This is still very readable, as much as the try-catch version is.
This is also very versatile thanks to pattern matching and extensibility possibilities with the Result type.
The code is one level more explicit. Why? Because with B returning a Result, you know it can fail (without throwing), so your exception handling is not defensive anymore. This by itself can help get rid of a lot of confusion and unnecessary boilerplate code in a lot of places.
The exception remains contextualized. Let me explain. In the try-catch version, while we think we handle all possible exceptions because we have read B's documentation or source code, we can't be guaranteed that it's the case, because documentation might not be up-to-date, correct, or simply because B internally calls C that might itself throw another exception that is also unexpected (for the same reasons). Given this, despite A returning a string, and because you think you are handling all possible exceptions, you might document that A does not throw, while in reality, it can.With the Result approach, the failure state is embedded within the Result. So in the example above, as a user of A, you are assured that A won't throw. On the other hand, if you believe something unexpected might happen in C, you can add a branch to handle the remaining Exceptions returned by B and decide whether A should return a Result or silence the error and keep returning a string.

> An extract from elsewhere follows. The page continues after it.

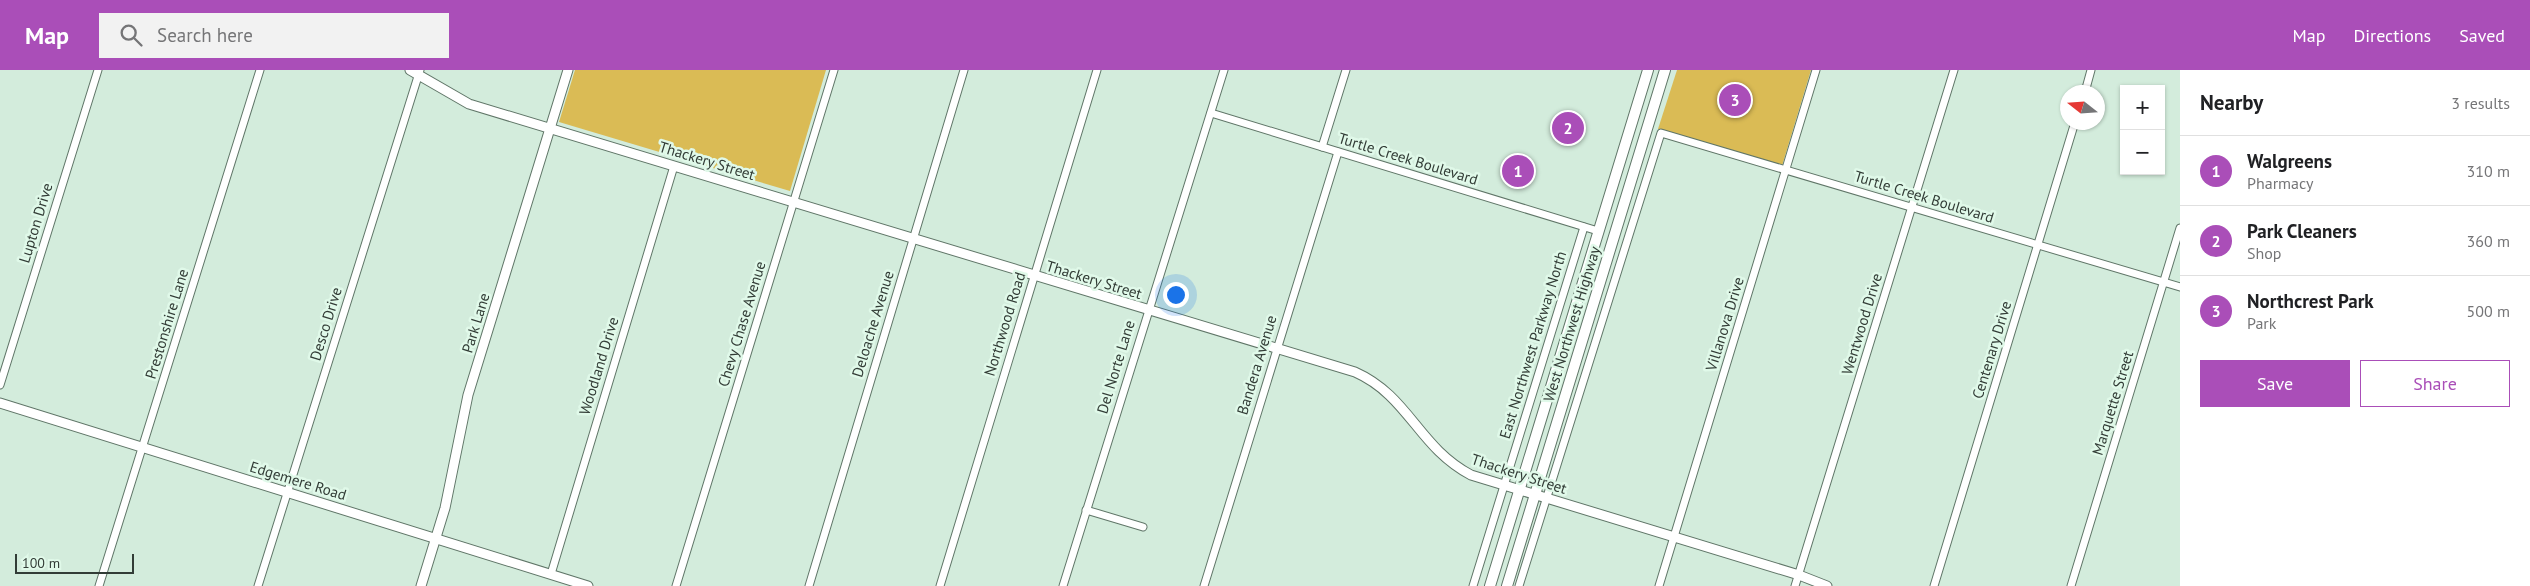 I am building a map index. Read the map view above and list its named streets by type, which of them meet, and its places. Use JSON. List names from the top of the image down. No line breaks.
{"streets":{"main road":["West Northwest Highway"],"street":["Turtle Creek Boulevard","Thackery Street","Lupton Drive","Park Lane","Prestonshire Lane","Desco Drive","Chevy Chase Avenue","Deloache Avenue","Northwood Road","Villanova Drive","Wentwood Drive","East Northwest Parkway North","Centenary Drive","Bandera Avenue","Woodland Drive","Del Norte Lane","Marquette Street","Edgemere Road"]},"crossings":[["Turtle Creek Boulevard","Thackery Street"],["Turtle Creek Boulevard","West Northwest Highway"],["Turtle Creek Boulevard","Villanova Drive"],["Turtle Creek Boulevard","Wentwood Drive"],["Turtle Creek Boulevard","East Northwest Parkway North"],["Turtle Creek Boulevard","Centenary Drive"],["Turtle Creek Boulevard","Bandera Avenue"],["Turtle Creek Boulevard","Del Norte Lane"],["Turtle Creek Boulevard","Marquette Street"],["Thackery Street","Park Lane"],["Thackery Street","Desco Drive"],["Thackery Street","Chevy Chase Avenue"],["Thackery Street","Deloache Avenue"],["Thackery Street","Northwood Road"],["Thackery Street","West Northwest Highway"],["Thackery Street","Villanova Drive"],["Thackery Street","Wentwood Drive"],["Thackery Street","East Northwest Parkway North"],["Thackery Street","Bandera Avenue"],["Thackery Street","Woodland Drive"],["Thackery Street","Del Norte Lane"],["Park Lane","Edgemere Road"],["Prestonshire Lane","Edgemere Road"],["Desco Drive","Edgemere Road"],["Woodland Drive","Edgemere Road"]],"scale_bar":"100 m","north":"left","page":{"header":"Map","search":"Search here","nav":["Map","Directions","Saved"],"heading":["Nearby","3 results"],"pins":["3","2","1"],"map_buttons":["+","−"],"list":[{"mark":"1","name":"Walgreens","note":"Pharmacy","value":"310 m"},{"mark":"2","name":"Park Cleaners","note":"Shop","value":"360 m"},{"mark":"3","name":"Northcrest Park","note":"Park","value":"500 m"}],"buttons":["Save","Share"],"scale":"100 m"}}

But what if I can’t change B?

If B belongs to a codebase you don't own, or you don't want to touch it, you can simply use an extension method to switch between the try-catch pattern to the Result pattern, like so:
public static Result<T> ToResult<T>(this Func<T> func) {
    try {
      return new Result<T>{ IsSuccessful = true, Value = func() };
    } catch (Exception e) {
      return new Result<T>{ IsSuccessful = false, Exception = e };
    }
  }
}
This is the only try-catch block you would need, after which the whole exception handling flow is now Result based and throw-free.
A implementation would then become:
public string A() {
  ...
  switch (B.ToResult()) {
    case { IsSuccessful: true } result:
      return result.Value;
    case { Exception: SomeException }:
      ...
      break;
    case { Exception: SomeOtherException }:
      ...
      break;
  }
  ...
  return fallbackValue;
}
What About Asynchronous Code?

Let’s now say that A and B are asynchronous, both returning a Task.
The pattern applies the same way for the most part, but there is a twist:
In asynchronous methods, a Task represents the ongoing work. When an exception occurs within a Task, it is captured and stored within the Task object itself. This is different from synchronous code, where exceptions are thrown immediately at the point of failure.
When the Task is awaited (with the await keyword), it essentially unwraps the result of that Task. If the Task has been completed successfully, await retrieves the result. However, if the task is faulted (due to an exception), the await expression rethrows the exception so that it can be handled in the context where the task was awaited. This is important for “classic“ exception handling, as it allows exceptions to be propagated back to the calling code.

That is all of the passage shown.